Lecture 5
last time - showed example of how same code could produce different results when run different times. result is no longer deterministic
#include<iostream>
#include<thread>
void Greet(std::string name) {
std::cout << "Hello from " << name << std::endl;
}
int main() {
std::thread t1{ Greet, "t1" };
std::thread t2{ Greet, "t2" };
std::cout << "Hello from original" << std::endl;
}
this caused error when we ran:
- when original process finishes, whole program finishes
- OS complains that other threads were not terminated manually - t1 and t2 are still trying to run, so "abnormal termination"

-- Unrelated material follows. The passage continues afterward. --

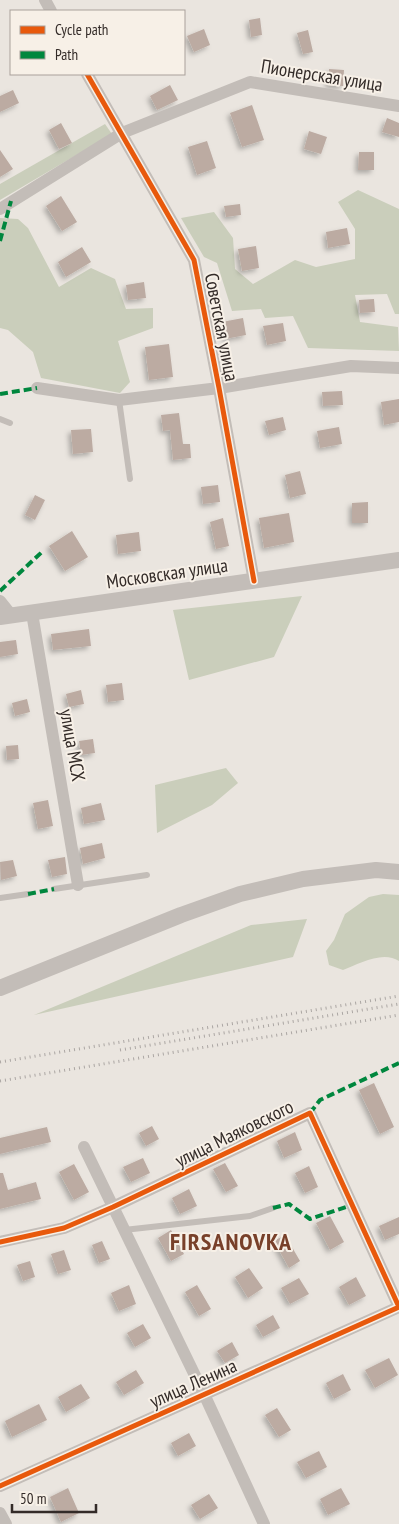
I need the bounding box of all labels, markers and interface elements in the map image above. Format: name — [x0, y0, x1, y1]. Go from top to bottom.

to make computer happy, do it in the correct way:
- create thread, and pause & wait for thread to finish
#include<iostream>
#include<thread>
void Greet(std::string name) {
std::cout << "Hello from " << name << std::endl;
}
int main() {
std::thread t1{ Greet, "t1" };
std::thread t2{ Greet, "t2" };
std::cout << "Hello from original" << std::endl;
// join: stop here, and wait for thread to terminate
// (if thread is done already, no pauses are introduced)
t1.join();
t2.join();
}
the join
method is the first example of synchronization: we are controlling the order of the thread termination
the above code does not cause any error messages, because we are terminating the threads explicitly, so no chance that threads are still running when main thread finishes
typical example of race condition:
#include<iostream>
#include<thread>
int glob{ 0 };
void Foo(std::string name) {
for (int i{0}; i < 100'000; i++)
glob++;
}
int main() {
std::thread t1{ Foo };
std::thread t2{ Foo };
t1.join();
t2.join();
// less than 200k due to race condition
std::cout << glob << std::endl;
}
global variable is shared between multiple threads, because it is in the data section
issue in above code: multiple threads accessing and modifying same variable
race condition: "data race" between two or more threads
- have
glob
variable, initialized to 0 - thread 1 and thread 2 both try to do
glob++
- for the sake of discussion, these threads run in parallel on two different cores
- since we don't know which core/which thread will do
glob++
first, we don't know what order instructions will be executed in - in reality,
glob++
instruction is as follows (mips assembly):
# assume addr in t0
lw $s0, 0($t0)
addi $s0, $s0, 1
sw $s0, 0($t0)
- same thing will happen in both threads, so one thread could read a stale value, and then overwrite the saved value, effectively skipping an increment
- for example: registers for each thread receive 0 as the first value from the load word instruction, then add 1, and then each writes back - regardless of which is first, the value in
glob
is still 1 and not 2 - same/similar scenario when multitasking on same core - context switch could occur before last instruction runs on one of the threads, which would cause the same issue
- in this case, context switch is likely because of memory access
- could also not run into an issue - possible that tasks happen to run in series (execution does not overlap), in which case
glob
would have 2 - to avoid data corruption, want to access shared data only one process/thread at a time. shared resources should only be accessed by one entity at a time
- name for pieces/fragments of code that should not overlap in execution: critical sections. need to prevent execution of critical sections from overlapping
so, definition of race condition: bad scenario where we corrupt shared resource/data because of simultaneous access by multiple threads or processes, when at least one tries to modify a shared resource
(however, if only read-only access, then not an issue - only an issue when modification occurs)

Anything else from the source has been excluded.